As some know, I have been obsessed with this place since about 1990, when I discovered my grandfather’s memoirs about his home town, called Keidan in Yiddish. As I researched, collected and translated material about the town, it took on an almost mythological status, kind of a personal Brigadoon. The primitive website I created was on line from 1996 until 2015; its replacement is here. In 1995 I actually visited, but only briefly, and for 20 years I’ve been meaning to return.
How to describe it? Cosmic jet lag, maybe, like Kurt Vonnegut’s hero in Slaughterhouse Five, slipping back and forth across history. This wasn’t all in my head: Kedainiai was holding its annual town birthday this weekend, and the old center was decorated with banners depicting street scenes from the past, set near their current locations, like this one of the old market square.

My grandfather wrote lovingly about this place, which in his time was lined small shops where Jews sold produce, hardware, dry goods, everything.

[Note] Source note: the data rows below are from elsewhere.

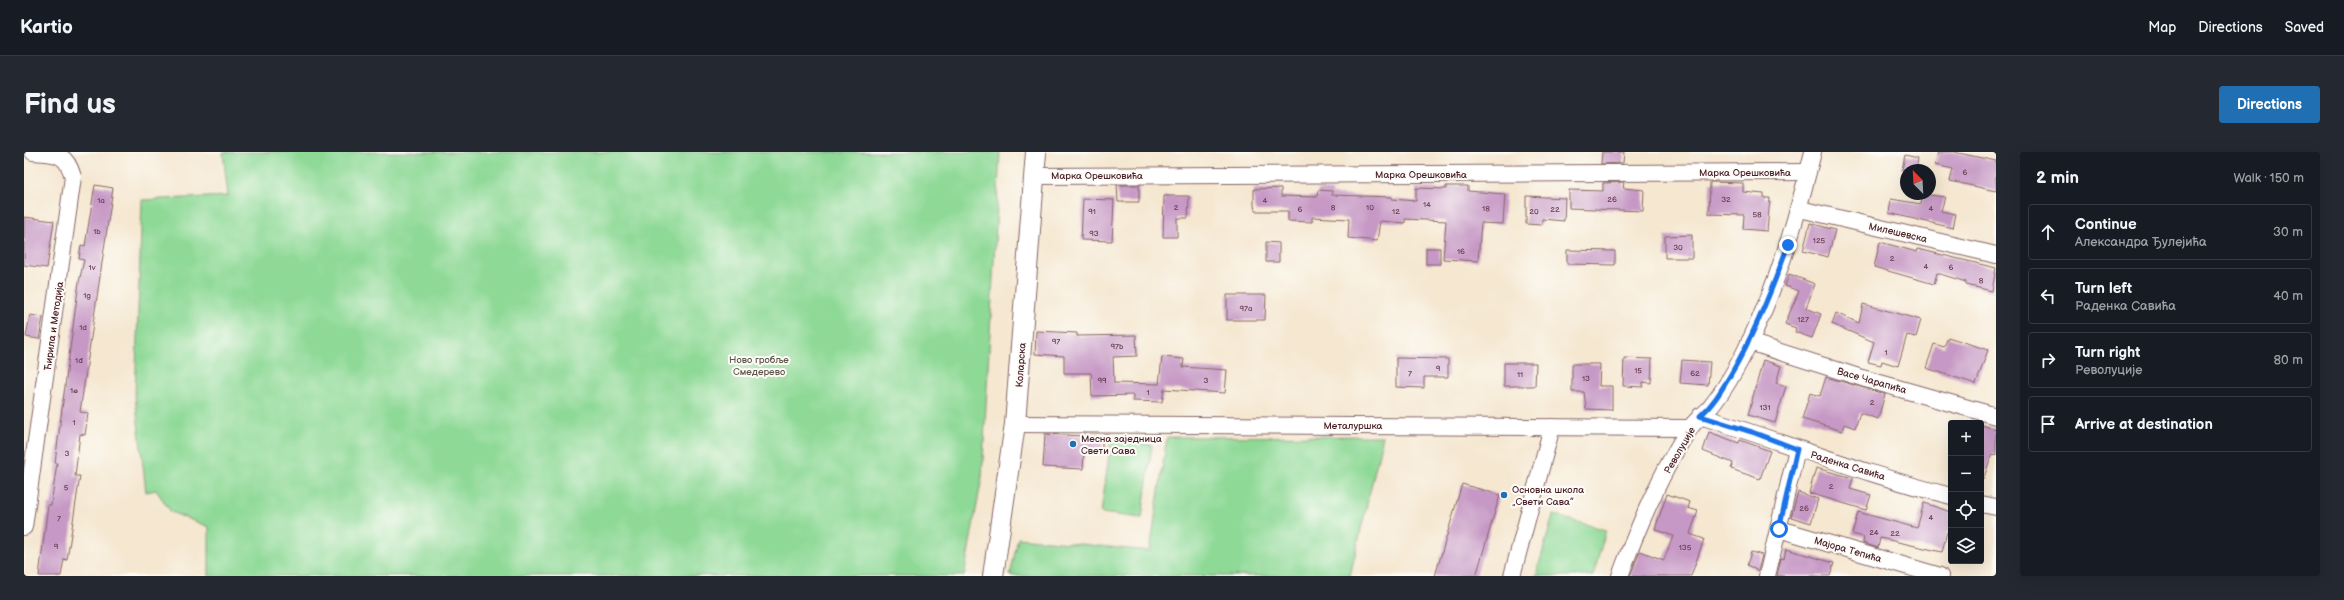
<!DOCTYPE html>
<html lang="en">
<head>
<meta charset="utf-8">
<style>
  body { margin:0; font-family:"Balsamiq Sans",sans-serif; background:#242831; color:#f1f3f6 }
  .controls { position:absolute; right:12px; bottom:12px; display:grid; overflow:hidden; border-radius:4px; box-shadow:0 4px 16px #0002 }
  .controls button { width:36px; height:36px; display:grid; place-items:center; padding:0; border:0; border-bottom:1px solid #363941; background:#171b24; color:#f1f3f6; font:20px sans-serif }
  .compass { position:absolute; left:1876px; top:12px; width:36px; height:36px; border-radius:50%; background:#171b24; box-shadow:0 4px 16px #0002; rotate:336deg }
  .stop { position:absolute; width:12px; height:12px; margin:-9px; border:3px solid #1a73e8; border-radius:50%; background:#fff }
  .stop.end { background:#1a73e8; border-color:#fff; box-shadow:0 1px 4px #0008 }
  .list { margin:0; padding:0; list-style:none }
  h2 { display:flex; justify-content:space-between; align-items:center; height:52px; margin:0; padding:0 16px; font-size:17px }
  h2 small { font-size:13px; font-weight:400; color:#9ea1a6 }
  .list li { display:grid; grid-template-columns:26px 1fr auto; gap:12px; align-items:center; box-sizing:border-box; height:56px; margin:0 8px 8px; padding:0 8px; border:1px solid #363941; border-radius:4px }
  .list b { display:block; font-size:15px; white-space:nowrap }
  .list p { margin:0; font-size:13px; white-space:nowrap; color:#9ea1a6 }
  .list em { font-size:13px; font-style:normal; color:#9ea1a6 }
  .icon { flex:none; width:22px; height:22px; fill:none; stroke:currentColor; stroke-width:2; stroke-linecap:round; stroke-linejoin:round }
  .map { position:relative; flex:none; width:1972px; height:424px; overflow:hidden; border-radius:4px }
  header { display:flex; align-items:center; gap:24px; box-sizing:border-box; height:56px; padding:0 20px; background:#171b24; border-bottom:1px solid #363941 }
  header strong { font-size:19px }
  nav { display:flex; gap:22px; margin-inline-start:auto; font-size:14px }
  .intro { display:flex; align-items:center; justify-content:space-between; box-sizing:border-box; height:96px; padding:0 24px }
  h1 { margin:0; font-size:28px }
  .button { padding:10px 18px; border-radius:4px; background:#1f6fb2; color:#fff; font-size:14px; font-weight:700 }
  main { display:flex; gap:24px; padding:0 24px }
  aside { flex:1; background:#171b24; border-radius:4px; box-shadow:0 4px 16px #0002 }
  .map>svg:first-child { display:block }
  .green { fill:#8ed996; stroke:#6c7c60 }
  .building { fill:#c698c5 }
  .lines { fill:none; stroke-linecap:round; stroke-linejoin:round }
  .minor-casing { stroke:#866565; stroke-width:18 }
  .major-casing { stroke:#866565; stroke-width:22 }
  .minor { stroke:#fff; stroke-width:16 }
  .major { stroke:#fff; stroke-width:20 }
  .route { stroke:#1a73e8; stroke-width:5 }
  .poi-dot { fill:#1f6fb2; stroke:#fdfcf7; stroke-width:1.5 }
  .labels { text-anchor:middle; stroke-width:4; stroke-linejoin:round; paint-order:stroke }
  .number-label { font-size:8px; fill:#693d52 }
  .street-label { font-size:10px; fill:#4a1f2b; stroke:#fdfcf7 }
  .park-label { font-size:10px; fill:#5e574b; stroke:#fdfcf7 }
  .poi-label { font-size:10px; fill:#4a1f2b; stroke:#fdfcf7; text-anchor:start }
</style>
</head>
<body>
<header>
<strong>Kartio</strong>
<nav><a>Map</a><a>Directions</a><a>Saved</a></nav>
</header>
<div class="intro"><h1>Find us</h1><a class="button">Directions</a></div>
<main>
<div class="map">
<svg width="1972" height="424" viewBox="0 0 1972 424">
  <rect width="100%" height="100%" fill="#fdfcf7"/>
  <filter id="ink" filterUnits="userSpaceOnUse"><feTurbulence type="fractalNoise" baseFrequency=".025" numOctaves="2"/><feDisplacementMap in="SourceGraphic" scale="8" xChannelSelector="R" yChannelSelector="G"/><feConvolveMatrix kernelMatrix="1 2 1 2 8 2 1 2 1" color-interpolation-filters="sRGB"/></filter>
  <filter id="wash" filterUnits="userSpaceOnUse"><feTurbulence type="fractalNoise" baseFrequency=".012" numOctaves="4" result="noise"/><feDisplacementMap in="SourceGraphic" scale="16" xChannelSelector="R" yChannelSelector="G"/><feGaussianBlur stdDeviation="0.9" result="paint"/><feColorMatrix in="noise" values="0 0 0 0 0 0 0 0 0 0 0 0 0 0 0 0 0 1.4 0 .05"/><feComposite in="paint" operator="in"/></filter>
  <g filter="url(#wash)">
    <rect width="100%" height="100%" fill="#f5e7d0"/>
    <g class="green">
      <polygon points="199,0 976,0 958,325 940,424 185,424 185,375 147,360 132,338 122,340 111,244 118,48 204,44"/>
      <polygon points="1359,284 1326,424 986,424 994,386 1126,399 1143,285"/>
      <polygon points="1087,288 1128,293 1118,366 1077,361"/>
      <polygon points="1529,363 1582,378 1569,424 1512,424"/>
    </g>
    <g id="blocks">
      <g class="building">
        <polygon points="1578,0 1600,0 1599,11 1577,12"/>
        <polygon points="1914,0 1930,0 1972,9 1972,39 1926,29 1929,17 1911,13"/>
        <polygon points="1881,3 1894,6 1892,18 1878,18"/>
        <polygon points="1600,30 1599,36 1620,38 1619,59 1545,56 1545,38 1579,39 1579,31"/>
        <polygon points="1686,30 1719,31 1719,40 1740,42 1740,46 1746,46 1743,79 1719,77 1720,63 1685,62"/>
        <polygon points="71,33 89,36 56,260 64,261 61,283 56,282 51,324 56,324 43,408 40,407 37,424 15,424 24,353 27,353 33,311 31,311 39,249 55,130 60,108 55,107 57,93 61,94"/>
        <polygon points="1093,33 1115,33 1115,50 1094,50"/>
        <polygon points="1422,34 1444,34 1444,39 1481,42 1479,72 1457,71 1454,109 1419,107 1422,69 1381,67 1381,71 1356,69 1353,89 1324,86 1325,67 1288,65 1288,70 1264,69 1264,59 1231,59 1230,53 1230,37 1257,36 1257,44 1293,45 1294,38 1308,39 1308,43 1368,45 1368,47 1392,49 1392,36 1422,37"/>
        <polygon points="1899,42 1921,45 1917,59 1932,62 1929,76 1865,61 1867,47 1897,52"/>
        <polygon points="1140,44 1165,44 1164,66 1153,66 1153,85 1139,85"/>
        <polygon points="1502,44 1541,46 1540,69 1518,67 1518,73 1502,72"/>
        <polygon points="1059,47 1090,48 1088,89 1057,88"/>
        <polygon points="0,65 30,69 23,116 0,113"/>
        <polygon points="1786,71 1811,78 1804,105 1779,99"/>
        <polygon points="1668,83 1668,106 1641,106 1641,84"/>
        <polygon points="1242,90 1255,91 1255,110 1242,110"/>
        <polygon points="1856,90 1893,100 1894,97 1972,116 1968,139 1942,133 1942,130 1913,121 1910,132 1850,115"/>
        <rect x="1402" y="96" width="14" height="16"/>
        <polygon points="1543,98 1591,99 1591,113 1543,112"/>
        <polygon points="1765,122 1791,132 1782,156 1797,162 1788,186 1771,180 1772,176 1761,172 1775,139 1761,134"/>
        <polygon points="1203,143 1242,143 1241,168 1203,168"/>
        <polygon points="1839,152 1897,168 1892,185 1883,183 1874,214 1858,209 1857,213 1844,210 1850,190 1808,172 1812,161 1835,171"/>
        <polygon points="6,163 19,165 15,187 2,185"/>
        <polygon points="1012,179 1053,181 1053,184 1112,183 1113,204 1089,205 1090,231 1135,232 1138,205 1160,207 1159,215 1203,218 1201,241 1140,237 1138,250 1109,249 1109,243 1068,244 1067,221 1040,221 1040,204 1011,202"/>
        <polygon points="1924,185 1964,198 1952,232 1902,216 1910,192 1920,195"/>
        <polygon points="1372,206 1424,207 1424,225 1400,225 1400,236 1372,235"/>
        <polygon points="1600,206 1628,207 1627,231 1619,230 1619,235 1599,234"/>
        <polygon points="1658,208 1686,210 1684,233 1656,231"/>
        <polygon points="1739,208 1757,214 1752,231 1762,234 1751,271 1724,263"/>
        <polygon points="1480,211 1512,211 1511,234 1480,234"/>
        <polygon points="1548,212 1576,212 1575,234 1588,234 1588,258 1562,257 1560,240 1548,240"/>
        <polygon points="1802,225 1861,242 1854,267 1836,261 1831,276 1820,272 1818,279 1778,267 1786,241 1796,244"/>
        <polygon points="1957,273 1972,277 1972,303 1968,302 1959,328 1957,327"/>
        <polygon points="1685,280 1715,291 1716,288 1746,299 1736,327 1707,317 1709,311 1679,299"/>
        <polygon points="1021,282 1078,285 1078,301 1060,299 1059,317 1019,315"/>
        <polygon points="1792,316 1829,326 1826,337 1847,343 1842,358 1785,341"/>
        <polygon points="1438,332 1476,343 1452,424 1411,424"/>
        <polygon points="1774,340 1794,347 1787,371 1767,365"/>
        <polygon points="1643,342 1666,350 1664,356 1674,359 1666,382 1680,387 1667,424 1606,424 1616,399 1640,408 1649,384 1631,377"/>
        <polygon points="1900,351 1927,360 1927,381 1923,380 1918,400 1856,386 1854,396 1839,391 1840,385 1828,382 1834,360 1893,376"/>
        <polygon points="1762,397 1810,411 1806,424 1753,424 1757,406 1760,407"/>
        <polygon points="1727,400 1738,403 1734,419 1723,413"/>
      </g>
    </g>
  </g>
  <g filter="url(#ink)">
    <use href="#blocks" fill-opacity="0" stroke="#866565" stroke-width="1"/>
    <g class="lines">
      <defs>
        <g id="minor">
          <polyline points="1010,24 1784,20"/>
          <polyline points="1776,57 1972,103"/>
          <polyline points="1725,190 1838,226 1972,264"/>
          <path d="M 1676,264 C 1760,290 1842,323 1927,344"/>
          <polyline points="991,272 1666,276"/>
          <polyline points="1957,352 1972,355"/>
          <path d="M 0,375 L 49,25 C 42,0 32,2 9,0"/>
          <polyline points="1755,377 1916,424"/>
          <polyline points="1488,424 1528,275"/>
          <path d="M 1596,424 C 1612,379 1639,316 1666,276 C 1671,269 1679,263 1685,257 C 1700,239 1716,210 1726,189 C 1755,128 1773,65 1789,0"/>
          <polyline points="1743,424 1773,297"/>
        </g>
        <polyline id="major" points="969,424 991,272 1012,0"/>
      </defs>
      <use href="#minor" class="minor-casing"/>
      <use href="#major" class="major-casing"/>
      <use href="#minor" class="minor"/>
      <use href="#major" class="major"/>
    </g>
  </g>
  <g class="lines" filter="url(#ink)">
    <path class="route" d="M 1755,377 L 1773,297 L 1728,280 L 1676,264 C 1690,252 1698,237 1707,222 C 1731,181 1748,138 1764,93"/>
  </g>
  <g class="poi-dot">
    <circle cx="1049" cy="292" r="4"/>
    <circle cx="1480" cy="343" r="4"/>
  </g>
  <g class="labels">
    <g class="number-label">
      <text x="1941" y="23">6</text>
      <text x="1588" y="50">26</text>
      <text x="1702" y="50">32</text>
      <text x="77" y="51">1a</text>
      <text x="1241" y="51">4</text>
      <text x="1403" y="55">14</text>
      <text x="1152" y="58">2</text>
      <text x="1309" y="58">8</text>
      <text x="1346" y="58">10</text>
      <text x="1462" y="59">18</text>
      <text x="1907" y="59">4</text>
      <text x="1276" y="60">6</text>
      <text x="1531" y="60">22</text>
      <text x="1068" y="62">91</text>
      <text x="1372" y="62">12</text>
      <text x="1510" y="62">20</text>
      <text x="1733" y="65">58</text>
      <text x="73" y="82">1b</text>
      <text x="1070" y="84">93</text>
      <text x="1795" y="91">125</text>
      <text x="1654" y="98">30</text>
      <text x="1437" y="102">16</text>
      <text x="1868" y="109">2</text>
      <text x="1902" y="117">4</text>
      <text x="68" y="118">1v</text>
      <text x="1927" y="118">6</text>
      <text x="1957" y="131">8</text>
      <text x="63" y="146">1g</text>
      <text x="1222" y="159">97a</text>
      <text x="1779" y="170">127</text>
      <text x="59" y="178">1d</text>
      <text x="1032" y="192">97</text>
      <text x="1093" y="197">97b</text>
      <text x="1862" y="203">1</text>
      <text x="55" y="211">1đ</text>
      <text x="1414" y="219">9</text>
      <text x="1614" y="221">15</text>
      <text x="1386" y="224">7</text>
      <text x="1671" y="224">62</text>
      <text x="1496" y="225">11</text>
      <text x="1562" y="229">13</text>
      <text x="1078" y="231">99</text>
      <text x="1182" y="231">3</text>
      <text x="50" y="241">1e</text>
      <text x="1124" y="243">1</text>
      <text x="1848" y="253">2</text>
      <text x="1741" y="258">131</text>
      <text x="50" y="273">1</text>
      <text x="43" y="304">3</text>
      <text x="1807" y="337">2</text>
      <text x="42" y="338">5</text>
      <text x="1780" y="359">26</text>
      <text x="1907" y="368">4</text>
      <text x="35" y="369">7</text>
      <text x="1850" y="383">24</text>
      <text x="1871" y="384">22</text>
      <text x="32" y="397">9</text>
      <text x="1661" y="398">135</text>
    </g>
    <g class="street-label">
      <text x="1721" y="24">Марка Орешковића</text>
      <text x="1397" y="26">Марка Орешковића</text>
      <text x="1073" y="27">Марка Орешковића</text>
      <text transform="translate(1874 80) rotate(13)" y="4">Милешевска</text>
      <text transform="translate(29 174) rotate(-82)" y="4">Ћирила и Методија</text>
      <text transform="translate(996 213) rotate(-86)" y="4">Коларска</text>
      <text transform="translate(1848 228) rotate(16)" y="4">Васе Чарапића</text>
      <text x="1329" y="277">Металуршка</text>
      <text transform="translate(1655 298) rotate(-60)" y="4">Револуције</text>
      <text transform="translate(1824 313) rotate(17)" y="4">Раденка Савића</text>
      <text transform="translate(1824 397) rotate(16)" y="4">Мајора Тепића</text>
    </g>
    <g class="park-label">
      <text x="735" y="211">Ново гробље<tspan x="735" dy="12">Смедерево</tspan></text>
    </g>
    <g class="poi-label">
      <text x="1057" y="290">Месна заједница<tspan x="1057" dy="12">Свети Сава</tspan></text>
      <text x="1488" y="341">Основна школа<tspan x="1488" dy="12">„Свети Сава”</tspan></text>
    </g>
  </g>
</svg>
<div class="controls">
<button>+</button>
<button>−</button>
<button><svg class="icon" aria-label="locate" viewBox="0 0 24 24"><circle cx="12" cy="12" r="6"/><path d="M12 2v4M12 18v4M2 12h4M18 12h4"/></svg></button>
<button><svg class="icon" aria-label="layers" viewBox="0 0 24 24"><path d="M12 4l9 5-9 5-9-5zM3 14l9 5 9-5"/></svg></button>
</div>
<svg class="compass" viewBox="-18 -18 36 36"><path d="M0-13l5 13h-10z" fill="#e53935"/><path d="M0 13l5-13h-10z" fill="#9ea1a6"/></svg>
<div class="stop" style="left:1755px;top:377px"></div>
<div class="stop end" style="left:1764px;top:93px"></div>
</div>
<aside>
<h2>2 min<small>Walk · 150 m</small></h2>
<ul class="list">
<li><svg class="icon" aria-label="ahead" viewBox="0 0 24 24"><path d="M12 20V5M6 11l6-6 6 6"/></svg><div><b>Continue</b><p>Александра Ђулејића</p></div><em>30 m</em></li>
<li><svg class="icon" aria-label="left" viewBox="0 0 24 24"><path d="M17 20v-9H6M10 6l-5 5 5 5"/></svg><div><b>Turn left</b><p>Раденка Савића</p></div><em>40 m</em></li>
<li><svg class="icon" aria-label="right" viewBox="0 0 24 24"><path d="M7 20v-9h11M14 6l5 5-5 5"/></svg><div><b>Turn right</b><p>Револуције</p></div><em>80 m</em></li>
<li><svg class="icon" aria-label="arrive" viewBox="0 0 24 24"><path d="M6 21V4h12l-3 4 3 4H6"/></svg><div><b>Arrive at destination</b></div></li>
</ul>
</aside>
</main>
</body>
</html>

The building at left – built as the town hall in the 17th century, but decommissioned when Lithuania was swallowed by Tsarist Russia – was a tavern in zeyde’s day.
If you enlarge the older photo, top, you can just make out the Yiddish sign on the Jewish Folksbank at the back of the street. This was a 20th century innovation, established in newly independent Lithuania after World War I. It acted as a local credit union until the Soviets returned in 1939.
For me, the biggest change since I was here last is the renovation of the Keidan synagogue complex. (The two white buildings in the second pic from top). In 1995 they were abandoned, trash-filled relics. Since then they have been cleaned up and put to good use, one as an art school, the other as a place to teach about Kedainiai’s multicultural past.

Inside what was called the bes-medresh, or study house, the main room has been converted into a meeting and concert hall. (The acoustics are excellent). On the far wall is a slightly spectral but impressive reproduction of the long-gone aron kodesh, the ark of the torah. Upstairs, in what would have been the women’s section, is a collection of photographs of Keidan’s Jews, a community that was wiped out on Aug. 28, 1941, just two months after the Nazis took over.
In the picture above is Laima Ardviciene, a local high school teacher who has developed a curriculum about Kedainiai’s lost Jews. As a student herself, she recalled, there was absolutely no discussion of the Holocaust, no recounting of the swift and horrible end of a 400-year-old community at the hands of Nazis and their local collaborators. She’s been working to change that, with a diligence and clarity that I find inspiring.